Gelen içerde rahat etsin diye kişiliğinizin kolonlarını keserseniz kendi üzerinize çökersiniz.
Gündüz kuşağı programları sırf beni sevsinler, ayıp olmasın, dışlanmayayım diye bizi ayakta tutan KİŞİLİĞİMİZİN TEMEL KOLONLARINDAN vazgeçen insanlarla doludur.
İnsanları kendilerinden vazgeçirecek kadar zorlayan şeyler bağlanmaya duyulan yoğun ihtiyaç ve özerklik korkusudur. Sanki kendimiz olup, özerk davranışlar sergilersek bağlandığımız kişiler bizi istemezmiş gibi gelir.
Kişinin beni sevsinler diye vazgeçtiği ve günün sonunda geriye kendisinden bir şey kalmamasına sebep olan KİŞİLİĞİMİZİN TEMEL KOLONLARI şöyledir:
DEĞERLERİMİZ
Eşinizin, ailenizin ya da arkadaşlarınızın baskısıyla, sevsinler diye ya da dışlanmamak için inanç, sadakat ve adalet gibi etik değerlerinize uymayan davranışlar sergilemeniz zamanla kendinize olan saygınızı yitirmenize ve derin bir utanç duymanıza neden olur.
SINIRLARIMIZ
Hepimizin kırmızı çizgileri vardır. Yoksa da olmalıdır. Ve bu kırmızı çizgiler neye tahammül edip neye etmeyeceğimizi gösterir. Tahammül sınırlarımızı aşan şeylere sessiz kaldıkça içimizde tükenmişlik hisleri ve öfke birikir. Terk edilirim, dışlanırım kaygıları taşıyan insanlar bu öfkelerini kendilerine yönelterek tükenmişlik hislerini arttırır.
ÖZERKLİK
Özerklik insanın kendi başına var olabilme kapasitesidir. Bunun içine kariyer planları, arkadaşlıklar, hobiler girer ve bunlar bize kendimiz olabilmeyi hatırlatır. İlişki içinde bunları feda eden kişiler ilişkileri bittiğinde kendilerini kaybolmuş gibi hissederler, “BEN KİMİM?” sorusuna cevap vermek zorlaşır.

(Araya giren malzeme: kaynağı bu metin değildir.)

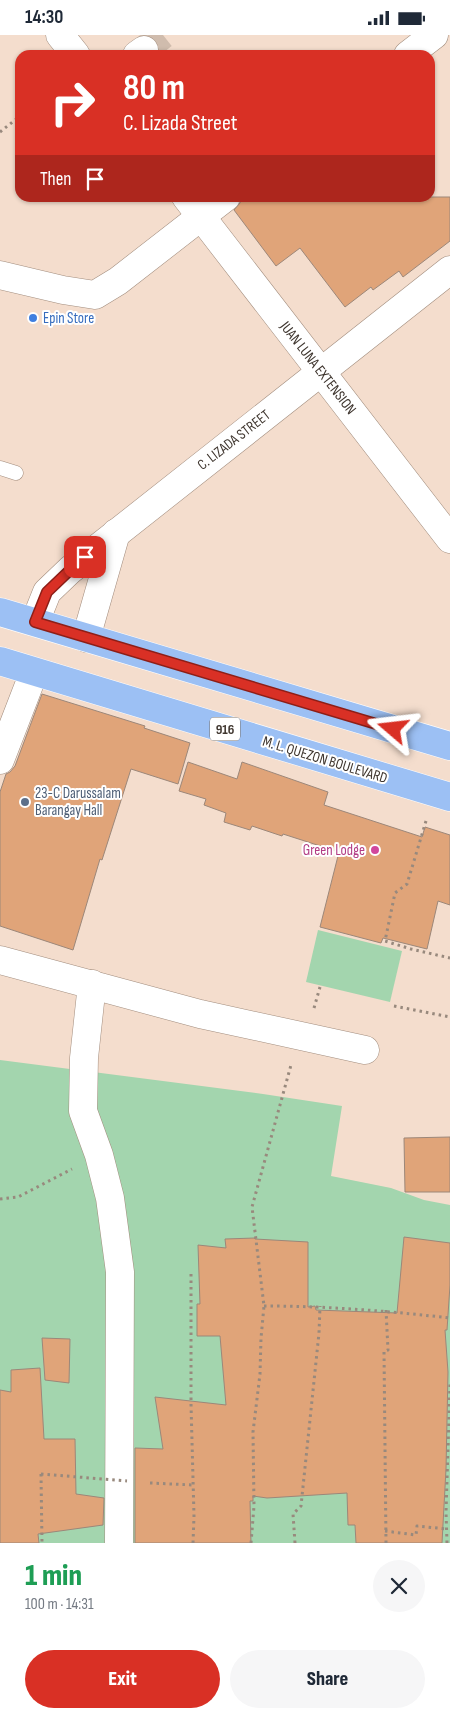 <!DOCTYPE html>
<meta charset="utf-8">
<style>
body{margin:0;font-family:"Sofia Sans Condensed",sans-serif;background:#f6f6f7;color:#1f2937;height:100vh;display:flex;flex-direction:column;font-size:19px;white-space:nowrap}
*{box-sizing:border-box;margin:0}
p{font-size:16px;color:#747a83}
.icon{flex:none;width:28px;height:28px;fill:none;stroke:currentColor;stroke-width:2;stroke-linecap:round;stroke-linejoin:round}
.map{position:relative;height:1508px;overflow:hidden}
.panel{display:flex;flex-direction:column;background:#fff;flex:1}
.panel>*{flex:none}
.top-card{position:absolute;left:15px;top:15px;width:420px;height:152px;border-radius:15px;box-shadow:0 1px 4px #0004;background:#d93025;color:#fff;overflow:hidden}
.pin{position:absolute;display:grid;place-items:center;width:42px;height:42px;color:#fff;margin:-21px;border-radius:10px;box-shadow:0 2px 8px #0006}
.me{position:absolute;width:55px;margin:-28px;rotate:287deg;stroke-linejoin:round;filter:drop-shadow(0 0 4px #0008)}
.turn{display:flex;align-items:center;gap:18px;height:105px;padding:0 25px;font-size:22px}
.turn .icon{width:65px;height:65px;stroke-width:2.5}
.turn b{display:block;font-size:35px;line-height:42px}
.then{display:flex;align-items:center;height:48px;padding:0 25px;background:#0003;gap:10px;font-size:19px}
.round{display:grid;place-items:center;flex:none;width:52px;height:52px;border-radius:26px;background:#f6f6f7}
.summary{display:flex;align-items:center;justify-content:space-between;height:85px;padding:0 25px}
h1{font-size:30px;font-weight:800;line-height:38px;color:#1e9e55}
.action{display:flex;gap:10px;margin-top:auto;padding:10px 25px}
.action a{flex:1;height:58px;border-radius:30px;background:#d93025;color:#fff;font-size:20px;font-weight:800;line-height:58px;text-align:center}
.action a+a{background:#f6f6f7;color:#1f2937}
.status{display:flex;justify-content:space-between;align-items:center;height:35px;padding:0 25px;background:#fff;direction:ltr}
.status svg{height:14px;fill:currentColor}
.map>svg:first-child{display:block}
.green{fill:#a3d5ae}
.building{fill:#e0a479;stroke:#9c8779}
.lines{fill:none;stroke-linecap:round;stroke-linejoin:round}
.street-tunnel{stroke:#d0bcad;stroke-width:28;stroke-dasharray:28 14;stroke-linecap:butt}
.lane-casing{stroke:#a28d7e;stroke-width:15}
.street-casing{stroke:#a28d7e;stroke-width:29}
.primary-casing{stroke:#fff;stroke-width:29}
.path{stroke:#98897d;stroke-width:3;stroke-dasharray:2.5 4;stroke-linecap:butt}
.lane{stroke:#fff;stroke-width:14}
.street{stroke:#fff;stroke-width:28}
.primary{stroke:#9cc0f4;stroke-width:28}
.path-bridge{stroke:#98897d;stroke-width:3;stroke-dasharray:2.5 4;stroke-linecap:butt}
.route-casing{stroke:#8d1f18;stroke-width:12}
.route{stroke:#d93025;stroke-width:9}
.shop-dot{fill:#3f7fe0;stroke:#fff;stroke-width:2}
.service-dot{fill:#5c6f8a;stroke:#fff;stroke-width:2}
.hotel-dot{fill:#d1479c;stroke:#fff;stroke-width:2}
.labels{text-anchor:middle;dominant-baseline:central;stroke-width:4;stroke-linejoin:round;paint-order:stroke}
.shield{fill:#fff;stroke:#79726d;stroke-width:1}
.shield-label{font-size:14px;font-weight:bold;fill:#3f362f}
.shop-label{font-size:15px;fill:#366cbe;stroke:#fff;text-anchor:start}
.street-label{font-size:15px;fill:#3f362f;stroke:#fff}
.service-label{font-size:15px;fill:#4e5e75;stroke:#fff;text-anchor:start}
.hotel-label{font-size:15px;fill:#b23c85;stroke:#fff;text-anchor:end}
</style>
<div class="status"><b>14:30</b><svg viewBox="0 0 49 12"><path d="M0 12V9h3v3zM5 12V6h3v6zM10 12V3h3v9zM15 12V0h3v12zM26 1h20v11H26zM47 4h2v5h-2z"/></svg></div>
<div class="map">
<svg width="450" height="1508" viewBox="0 0 450 1508">
<rect width="100%" height="100%" fill="#f4ddcd"/>
<g class="green">
<polygon points="318,895 402,916 390,967 306,947"/>
<polygon points="0,1025 263,1059 342,1071 331,1141 391,1153 424,1165 450,1170 450,1508 0,1508"/>
</g>
<g class="building">
<polygon points="241,162 450,162 450,206 403,242 399,236 373,255 371,252 345,272 300,213 276,231 234,175 240,168"/>
<polygon points="42,659 145,691 144,693 190,708 178,749 131,734 102,825 100,824 73,915 0,891 0,757 6,739 10,737 15,731"/>
<polygon points="188,727 237,744 242,727 328,757 324,770 422,802 425,792 450,800 450,870 438,866 427,914 383,903 381,908 320,892 339,817 283,799 282,801 252,791 250,795 224,787 226,778 204,770 206,764 179,756"/>
<polygon points="450,1102 450,1157 405,1157 404,1103"/>
<polygon points="404,1202 450,1208 450,1250 447,1295 445,1295 448,1337 446,1434 442,1508 356,1508 355,1490 348,1490 347,1458 267,1463 253,1461 253,1466 250,1466 251,1508 135,1508 135,1413 163,1414 155,1362 226,1370 220,1301 197,1301 197,1269 200,1269 198,1210 226,1213 225,1204 255,1203 255,1204 308,1207 308,1272 315,1271 316,1275 397,1278"/>
<polygon points="42,1303 70,1304 69,1348 45,1345"/>
<polygon points="40,1333 44,1404 75,1404 76,1459 104,1463 103,1490 38,1499 39,1508 0,1508 0,1355 11,1357 11,1335"/>
</g>
<g class="lines">
<polyline class="street-tunnel" points="144,15 163,0"/>
<defs>
<polyline id="lane" points="0,433 16,438"/>
<g id="street">
<polyline points="60,0 76,20"/>
<polyline points="137,20 144,15"/>
<polyline points="408,20 434,0"/>
<polyline points="186,162 450,504"/>
<polyline points="0,240 63,255 95,260 118,246 226,162"/>
<polyline points="35,587 47,557 70,535 450,235"/>
<polyline points="86,603 116,498"/>
<polyline points="0,725 34,637"/>
<polyline points="0,925 200,979 365,1015"/>
<polyline points="92,949 84,1023 83,1076 99,1120 110,1163 120,1237 119,1508"/>
</g>
<g id="primary">
<polyline points="0,577 450,711"/>
<polyline points="0,626 450,762"/>
</g>
</defs>
<use href="#lane" class="lane-casing"/>
<use href="#street" class="street-casing"/>
<use href="#primary" class="primary-casing"/>
<g class="path">
<polyline points="0,97 20,81"/>
<polyline points="426,786 407,849 395,858 385,906 411,914 450,923"/>
<polyline points="394,971 450,982"/>
<polyline points="314,973 320,952"/>
<polyline points="0,1164 18,1162 72,1134"/>
<polyline points="191,1239 191,1369 194,1481 193,1508"/>
<path d="M264,1271c63,0 124,5 186,12"/>
<polyline points="41,1439 42,1508"/>
<polyline points="150,1448 193,1450"/>
<polyline points="385,1496 416,1500 417,1491 447,1494"/>
<polyline points="251,1508 254,1471 253,1397 260,1339 261,1303 264,1271 252,1172 291,1030"/>
<polyline points="295,1508 293,1479 301,1471 319,1298 320,1271"/>
<polyline points="386,1508 384,1316 388,1315 386,1275"/>
<polyline points="447,1508 446,1477 450,1349"/>
</g>
<use href="#lane" class="lane"/>
<use href="#street" class="street"/>
<use href="#primary" class="primary"/>
<polyline class="path-bridge" points="41,1439 127,1446"/>
</g>
<g class="lines">
<defs>
<polyline id="route" points="85,522 70,535 47,557 35,587 393,694"/>
</defs>
<use href="#route" class="route-casing"/>
<use href="#route" class="route"/>
</g>
<circle class="shop-dot" cx="33" cy="283" r="5"/>
<circle class="service-dot" cx="25" cy="767" r="5"/>
<circle class="hotel-dot" cx="375" cy="815" r="5"/>
<g class="labels">
<rect class="shield" x="210" y="682.5" width="30" height="23" rx="4"/>
<g class="shield-label">
<text x="225" y="694">916</text>
</g>
<g class="shop-label">
<text x="43" y="283">Epin Store</text>
</g>
<g class="street-label">
<text transform="translate(318 333) rotate(52)">JUAN LUNA EXTENSION</text>
<text transform="translate(234 405) rotate(-38)">C. LIZADA STREET</text>
<text transform="translate(325 725) rotate(17)">M. L. QUEZON BOULEVARD</text>
</g>
<g class="service-label">
<text x="35" y="758">23-C Darussalam<tspan x="35" dy="17">Barangay Hall</tspan></text>
</g>
<g class="hotel-label">
<text x="365" y="815">Green Lodge</text>
</g>
</g>
</svg>
<div class="pin" style="left:85px;top:522px;background:#d93025"><svg class="icon" aria-label="arrive" viewBox="0 0 24 24"><path d="M6 21V4h12l-3 4 3 4H6"/></svg></div>
<svg class="me" style="left:393px;top:694px" viewBox="-20 -20 40 40"><path d="M0-17L14 15 0 8-14 15z" fill="#d93025" stroke="#fff" stroke-width="4"/></svg>
<div class="top-card">
<div class="turn"><svg class="icon" aria-label="right" viewBox="0 0 24 24"><path d="M7 20v-9h11M14 6l5 5-5 5"/></svg><div><b>80 m</b>C. Lizada Street</div></div>
<div class="then">Then<svg class="icon" aria-label="arrive" viewBox="0 0 24 24"><path d="M6 21V4h12l-3 4 3 4H6"/></svg></div>
</div>
</div>
<section class="panel">
<div class="summary"><div><h1>1 min</h1><p>100 m · 14:31</p></div><a class="round"><svg class="icon" aria-label="close" viewBox="0 0 24 24"><path d="M6 6l12 12M18 6L6 18"/></svg></a></div>
<div class="action"><a>Exit</a><a>Share</a></div>
</section>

Eğer bir ilişkiyi ayakta tutmak için sizi ayakta tutan değerlerinizden vazgeçerseniz kendi enkazınızın altında kalırsınız. Değerler, sınırlar ve özerklik bizi ayakta tutan kolonlardır. Bir ilişki (duygusal, sosyal, ailevi) bunları yıkıyorsa sonunda geriye sizden bir şey kalmaz.